With mitzvos, we frummies consider whether to accept His will, meaning whether to keep it - to do it - or not to do it. But at it's core, the 3rd step is not about that! Its is about accepting His Will for us. Not doing it, but just accepting that His Will is at work through the day throughout our lives, on all those myriad factors that make up our real lives: How we look, what happens to us, what we've got, have't got, etc...
Most of those things we see and know, but do not accept. This stuff is very basic and deceptively obvious. But as Mesilas Yeshorim points out, to the extent that it is obvious, people ignore it. There are amputees who know they are missing a leg, wear a prosthesis to hide it, and cry over their disfigured body every now and then - they may know they are amputees, but do not accept it yet. So they suffer terribly...maybe forever.
But there are many amputees who readily admit it. If they ever see a person who has recently lost their leg, these are the folks who will go over and say, "Hi, I'm Sammy, and I'm an amputee, too. It's OK. My life is just fine," and start up a candid discussion with the unaccepting one. It changes lives. All because they accept the facts about themselves.
But to do that, an amputee needs to lose the shame of having a leg missing. Some people (you will see it here) deal with it by shunning labels and say, "I wouldn't ever say 'I am an amputee' - because that is not what I am at my core." Gibberish. Being an amputee does not define me as a person. It's just a true thing about me. And also, it is not disgusting, either - even if you, him, and most people in this room might think that it is! I do not accept that, and know that it is not disgusting. Acceptance means coming to peace with it, with the facts.
And BTW, it's the same with 'addict'. I am an addict. A sex and lust addict. If i know it but do not accept it, then I will be trying to run from myself. Here on GYE we call that, "struggling". And I will fail. But if I accept it, then I am accepting G-d's Will for me. I am a Jew, a father, a husband, a xyz shul member, am short, fat, a kolel man, a sex addict, and lots of other things. Now that I truly and fully accept it - I can start to learn what addicts do to live right. But not before.
Sorry I strayed to addiction. My main point is that before accepting avodas Hashem, how about spending a few months just trying to accept the Will of Hashem for you? Your life circumstances, your limitations, your people. As they all are. Just for a while. Not knowing them, but accepting them.

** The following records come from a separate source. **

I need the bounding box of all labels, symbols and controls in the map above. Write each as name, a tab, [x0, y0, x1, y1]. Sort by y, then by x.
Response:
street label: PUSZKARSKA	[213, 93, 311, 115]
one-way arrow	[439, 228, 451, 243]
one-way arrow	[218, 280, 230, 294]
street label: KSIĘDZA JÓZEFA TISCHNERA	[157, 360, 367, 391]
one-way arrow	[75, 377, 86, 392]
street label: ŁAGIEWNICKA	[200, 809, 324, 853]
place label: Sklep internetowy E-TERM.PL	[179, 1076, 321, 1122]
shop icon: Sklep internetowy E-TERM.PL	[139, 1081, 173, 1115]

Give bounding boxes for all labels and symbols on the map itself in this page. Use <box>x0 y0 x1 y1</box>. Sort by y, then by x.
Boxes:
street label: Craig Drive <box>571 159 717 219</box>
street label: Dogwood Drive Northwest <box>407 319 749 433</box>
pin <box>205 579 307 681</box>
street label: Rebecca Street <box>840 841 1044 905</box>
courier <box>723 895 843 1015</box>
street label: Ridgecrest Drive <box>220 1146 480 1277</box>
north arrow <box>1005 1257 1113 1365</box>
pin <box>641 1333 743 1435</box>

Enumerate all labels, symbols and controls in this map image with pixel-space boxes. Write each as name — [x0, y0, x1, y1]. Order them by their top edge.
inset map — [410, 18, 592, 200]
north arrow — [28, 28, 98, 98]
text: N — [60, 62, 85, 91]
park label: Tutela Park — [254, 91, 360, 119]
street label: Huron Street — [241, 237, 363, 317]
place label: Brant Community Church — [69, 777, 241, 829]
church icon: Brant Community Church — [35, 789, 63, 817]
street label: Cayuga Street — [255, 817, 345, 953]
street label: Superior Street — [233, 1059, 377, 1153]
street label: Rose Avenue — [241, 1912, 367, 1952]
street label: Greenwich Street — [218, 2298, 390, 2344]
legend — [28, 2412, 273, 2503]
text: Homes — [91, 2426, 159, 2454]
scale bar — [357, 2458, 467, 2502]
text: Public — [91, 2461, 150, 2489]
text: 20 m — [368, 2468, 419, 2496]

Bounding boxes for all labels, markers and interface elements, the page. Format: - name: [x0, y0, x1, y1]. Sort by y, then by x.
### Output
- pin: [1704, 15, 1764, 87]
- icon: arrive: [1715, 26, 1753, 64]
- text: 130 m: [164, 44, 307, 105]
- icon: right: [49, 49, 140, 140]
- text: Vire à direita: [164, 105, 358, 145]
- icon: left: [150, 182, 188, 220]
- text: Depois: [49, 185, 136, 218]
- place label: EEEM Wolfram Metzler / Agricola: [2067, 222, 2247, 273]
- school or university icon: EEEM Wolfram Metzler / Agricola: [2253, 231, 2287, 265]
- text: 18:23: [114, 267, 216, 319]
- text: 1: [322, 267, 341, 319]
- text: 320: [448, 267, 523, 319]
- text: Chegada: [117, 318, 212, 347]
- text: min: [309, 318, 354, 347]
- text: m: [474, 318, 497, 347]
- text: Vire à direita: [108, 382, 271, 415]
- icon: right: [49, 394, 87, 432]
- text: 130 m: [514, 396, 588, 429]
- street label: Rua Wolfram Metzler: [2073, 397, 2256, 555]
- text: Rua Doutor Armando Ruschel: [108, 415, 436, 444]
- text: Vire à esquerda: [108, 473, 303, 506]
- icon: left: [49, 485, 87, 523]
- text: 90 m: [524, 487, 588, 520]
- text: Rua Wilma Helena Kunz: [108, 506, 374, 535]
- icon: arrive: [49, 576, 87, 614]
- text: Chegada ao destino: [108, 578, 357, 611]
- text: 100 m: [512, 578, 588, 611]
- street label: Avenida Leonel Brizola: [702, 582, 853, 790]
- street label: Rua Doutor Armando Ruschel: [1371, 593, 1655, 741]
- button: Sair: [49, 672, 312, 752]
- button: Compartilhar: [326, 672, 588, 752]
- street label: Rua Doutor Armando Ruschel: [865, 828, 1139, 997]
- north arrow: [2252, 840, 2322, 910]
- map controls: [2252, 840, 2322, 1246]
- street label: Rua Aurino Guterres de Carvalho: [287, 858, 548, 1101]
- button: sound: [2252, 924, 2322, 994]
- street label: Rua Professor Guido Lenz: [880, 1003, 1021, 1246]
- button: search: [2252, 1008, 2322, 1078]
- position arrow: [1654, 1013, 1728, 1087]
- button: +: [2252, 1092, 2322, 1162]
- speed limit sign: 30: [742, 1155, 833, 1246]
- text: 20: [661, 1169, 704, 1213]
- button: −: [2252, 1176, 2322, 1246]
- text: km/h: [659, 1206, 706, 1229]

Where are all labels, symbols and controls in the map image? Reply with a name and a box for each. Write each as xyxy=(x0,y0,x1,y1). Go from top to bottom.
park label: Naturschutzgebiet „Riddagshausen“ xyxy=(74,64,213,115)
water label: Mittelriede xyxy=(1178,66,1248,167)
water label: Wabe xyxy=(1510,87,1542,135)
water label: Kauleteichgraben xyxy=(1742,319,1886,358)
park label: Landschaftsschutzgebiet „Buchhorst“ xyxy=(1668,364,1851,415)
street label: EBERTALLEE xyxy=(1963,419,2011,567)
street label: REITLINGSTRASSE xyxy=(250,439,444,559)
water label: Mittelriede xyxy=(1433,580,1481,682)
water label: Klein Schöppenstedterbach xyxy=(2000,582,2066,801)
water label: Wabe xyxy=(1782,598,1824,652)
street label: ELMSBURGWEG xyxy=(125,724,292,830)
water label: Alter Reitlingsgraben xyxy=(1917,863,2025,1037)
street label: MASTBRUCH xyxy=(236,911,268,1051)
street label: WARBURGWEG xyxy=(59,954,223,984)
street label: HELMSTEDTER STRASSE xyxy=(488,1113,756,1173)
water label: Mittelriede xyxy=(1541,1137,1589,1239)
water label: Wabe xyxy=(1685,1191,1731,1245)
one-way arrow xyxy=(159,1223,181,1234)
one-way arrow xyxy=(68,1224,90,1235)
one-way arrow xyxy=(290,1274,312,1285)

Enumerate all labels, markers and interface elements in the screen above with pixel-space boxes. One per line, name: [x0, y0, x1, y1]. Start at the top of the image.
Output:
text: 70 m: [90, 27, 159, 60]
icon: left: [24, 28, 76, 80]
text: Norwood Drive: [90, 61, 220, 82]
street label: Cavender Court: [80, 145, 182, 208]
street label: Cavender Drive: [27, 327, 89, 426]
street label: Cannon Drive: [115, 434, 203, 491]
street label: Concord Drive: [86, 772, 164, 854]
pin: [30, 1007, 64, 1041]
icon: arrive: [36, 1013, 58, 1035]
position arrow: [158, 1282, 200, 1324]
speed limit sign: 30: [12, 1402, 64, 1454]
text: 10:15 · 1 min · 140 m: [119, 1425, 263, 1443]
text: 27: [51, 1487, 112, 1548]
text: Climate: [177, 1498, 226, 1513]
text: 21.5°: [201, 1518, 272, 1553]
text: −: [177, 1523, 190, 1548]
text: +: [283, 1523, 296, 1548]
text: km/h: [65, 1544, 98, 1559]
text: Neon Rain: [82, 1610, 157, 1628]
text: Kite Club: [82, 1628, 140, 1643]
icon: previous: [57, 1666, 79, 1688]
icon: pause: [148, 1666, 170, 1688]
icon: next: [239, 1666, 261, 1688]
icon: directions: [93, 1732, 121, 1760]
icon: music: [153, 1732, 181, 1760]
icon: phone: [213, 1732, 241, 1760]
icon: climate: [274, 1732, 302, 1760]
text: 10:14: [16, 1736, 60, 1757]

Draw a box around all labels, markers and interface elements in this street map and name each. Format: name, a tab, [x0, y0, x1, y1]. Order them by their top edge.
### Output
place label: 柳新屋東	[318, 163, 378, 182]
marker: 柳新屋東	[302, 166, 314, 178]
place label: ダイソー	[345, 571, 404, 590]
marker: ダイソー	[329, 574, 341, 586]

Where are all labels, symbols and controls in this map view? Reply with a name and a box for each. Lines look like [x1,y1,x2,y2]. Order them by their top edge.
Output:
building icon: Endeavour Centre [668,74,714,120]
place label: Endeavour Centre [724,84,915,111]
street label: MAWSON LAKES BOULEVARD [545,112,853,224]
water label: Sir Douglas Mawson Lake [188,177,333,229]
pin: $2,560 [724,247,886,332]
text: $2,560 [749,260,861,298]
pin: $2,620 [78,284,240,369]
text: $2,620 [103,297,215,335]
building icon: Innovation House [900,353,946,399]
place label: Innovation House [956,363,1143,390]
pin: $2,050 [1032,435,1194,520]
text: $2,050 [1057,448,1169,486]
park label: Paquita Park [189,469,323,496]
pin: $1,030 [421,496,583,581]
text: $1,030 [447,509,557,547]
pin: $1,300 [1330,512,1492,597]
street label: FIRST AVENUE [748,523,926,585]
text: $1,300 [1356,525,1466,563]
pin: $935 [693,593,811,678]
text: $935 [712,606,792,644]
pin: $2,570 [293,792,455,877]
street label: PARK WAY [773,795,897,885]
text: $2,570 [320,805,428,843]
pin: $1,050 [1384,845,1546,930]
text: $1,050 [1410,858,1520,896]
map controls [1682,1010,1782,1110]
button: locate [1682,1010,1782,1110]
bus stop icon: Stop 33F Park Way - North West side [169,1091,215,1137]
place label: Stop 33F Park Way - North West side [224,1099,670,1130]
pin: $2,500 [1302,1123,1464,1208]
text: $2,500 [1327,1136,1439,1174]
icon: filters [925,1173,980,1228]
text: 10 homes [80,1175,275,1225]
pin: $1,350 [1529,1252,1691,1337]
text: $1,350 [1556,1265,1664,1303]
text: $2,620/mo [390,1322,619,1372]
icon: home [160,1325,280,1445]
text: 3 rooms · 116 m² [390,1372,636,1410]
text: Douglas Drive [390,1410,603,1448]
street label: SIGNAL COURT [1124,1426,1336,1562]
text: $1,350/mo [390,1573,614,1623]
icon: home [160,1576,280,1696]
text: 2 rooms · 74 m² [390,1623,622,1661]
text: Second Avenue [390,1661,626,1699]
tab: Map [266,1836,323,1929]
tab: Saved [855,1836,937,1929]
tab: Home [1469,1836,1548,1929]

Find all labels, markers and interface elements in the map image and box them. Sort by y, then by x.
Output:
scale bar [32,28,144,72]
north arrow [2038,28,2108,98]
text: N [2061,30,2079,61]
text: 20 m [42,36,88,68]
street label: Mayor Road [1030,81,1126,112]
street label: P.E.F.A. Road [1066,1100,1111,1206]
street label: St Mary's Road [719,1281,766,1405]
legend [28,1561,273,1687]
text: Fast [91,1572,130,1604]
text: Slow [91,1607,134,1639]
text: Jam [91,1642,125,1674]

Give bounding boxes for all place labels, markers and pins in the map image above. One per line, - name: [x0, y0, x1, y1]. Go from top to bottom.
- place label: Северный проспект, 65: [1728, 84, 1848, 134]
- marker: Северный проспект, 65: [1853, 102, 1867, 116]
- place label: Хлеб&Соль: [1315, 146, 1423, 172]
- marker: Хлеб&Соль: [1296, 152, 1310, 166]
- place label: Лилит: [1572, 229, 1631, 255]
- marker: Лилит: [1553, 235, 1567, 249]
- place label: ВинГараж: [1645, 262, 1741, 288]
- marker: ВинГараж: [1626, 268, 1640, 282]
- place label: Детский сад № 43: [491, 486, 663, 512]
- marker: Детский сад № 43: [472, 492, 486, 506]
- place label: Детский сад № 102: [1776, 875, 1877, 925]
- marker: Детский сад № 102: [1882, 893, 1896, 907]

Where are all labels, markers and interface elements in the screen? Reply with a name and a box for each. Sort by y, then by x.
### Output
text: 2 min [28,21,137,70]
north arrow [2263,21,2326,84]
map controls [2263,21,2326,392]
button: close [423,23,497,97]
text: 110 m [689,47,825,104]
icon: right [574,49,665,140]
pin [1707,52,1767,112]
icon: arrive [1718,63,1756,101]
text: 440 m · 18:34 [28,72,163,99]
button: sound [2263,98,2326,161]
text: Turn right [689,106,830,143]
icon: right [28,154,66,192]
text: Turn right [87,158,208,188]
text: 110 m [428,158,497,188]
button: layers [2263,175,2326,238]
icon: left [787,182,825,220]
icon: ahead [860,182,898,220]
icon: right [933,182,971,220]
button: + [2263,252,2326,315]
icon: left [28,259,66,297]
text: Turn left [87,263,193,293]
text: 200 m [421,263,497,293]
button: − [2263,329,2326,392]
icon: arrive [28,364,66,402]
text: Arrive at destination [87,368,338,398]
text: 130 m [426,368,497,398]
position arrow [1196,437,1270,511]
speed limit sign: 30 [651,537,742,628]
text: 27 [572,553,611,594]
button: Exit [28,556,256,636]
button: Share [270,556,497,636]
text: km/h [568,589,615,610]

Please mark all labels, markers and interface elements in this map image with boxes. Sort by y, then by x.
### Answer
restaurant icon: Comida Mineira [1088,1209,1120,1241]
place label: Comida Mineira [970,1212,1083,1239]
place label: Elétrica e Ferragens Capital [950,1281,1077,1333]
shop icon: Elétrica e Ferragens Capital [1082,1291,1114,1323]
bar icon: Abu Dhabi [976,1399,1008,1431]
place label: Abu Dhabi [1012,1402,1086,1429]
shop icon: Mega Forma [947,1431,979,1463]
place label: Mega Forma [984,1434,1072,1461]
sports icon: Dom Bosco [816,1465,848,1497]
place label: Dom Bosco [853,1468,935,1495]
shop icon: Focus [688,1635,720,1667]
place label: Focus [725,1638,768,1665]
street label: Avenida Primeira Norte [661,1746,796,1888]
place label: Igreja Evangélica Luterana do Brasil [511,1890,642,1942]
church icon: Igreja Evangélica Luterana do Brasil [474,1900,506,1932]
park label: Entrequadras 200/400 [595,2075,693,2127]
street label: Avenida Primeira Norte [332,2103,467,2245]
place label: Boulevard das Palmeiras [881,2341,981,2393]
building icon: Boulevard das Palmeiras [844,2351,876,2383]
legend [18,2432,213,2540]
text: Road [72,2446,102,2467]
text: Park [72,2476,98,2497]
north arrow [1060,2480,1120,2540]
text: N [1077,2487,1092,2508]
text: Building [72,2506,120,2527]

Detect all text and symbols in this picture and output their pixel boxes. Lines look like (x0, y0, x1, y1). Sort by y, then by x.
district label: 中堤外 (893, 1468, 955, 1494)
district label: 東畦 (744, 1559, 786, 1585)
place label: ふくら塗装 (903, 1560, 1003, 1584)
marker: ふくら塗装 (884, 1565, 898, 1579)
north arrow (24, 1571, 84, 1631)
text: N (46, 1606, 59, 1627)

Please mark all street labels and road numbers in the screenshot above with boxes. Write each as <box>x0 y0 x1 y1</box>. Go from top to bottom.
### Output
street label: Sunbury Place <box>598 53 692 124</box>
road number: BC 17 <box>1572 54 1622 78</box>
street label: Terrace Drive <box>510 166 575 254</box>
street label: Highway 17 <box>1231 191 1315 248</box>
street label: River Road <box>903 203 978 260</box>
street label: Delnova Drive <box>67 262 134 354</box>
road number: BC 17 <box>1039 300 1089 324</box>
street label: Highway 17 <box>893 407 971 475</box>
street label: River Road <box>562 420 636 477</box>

If you are already doing that, I contend that you would not be falling. Lust would not find a foothold in your mind. You'd be too busy living life rather than trying to outsmart it. I am not accusing you of being a bad guy - just normal.
It may be the first way you will really start to learn about G-d in your life. Works for me...
Just a thought to consider. Not changing from davening or anything else, but just a change on focus for a good while.
And a few months after that you can start to talk about focusing on serving G-d humbly, and actually get some traction there. And pray for me please.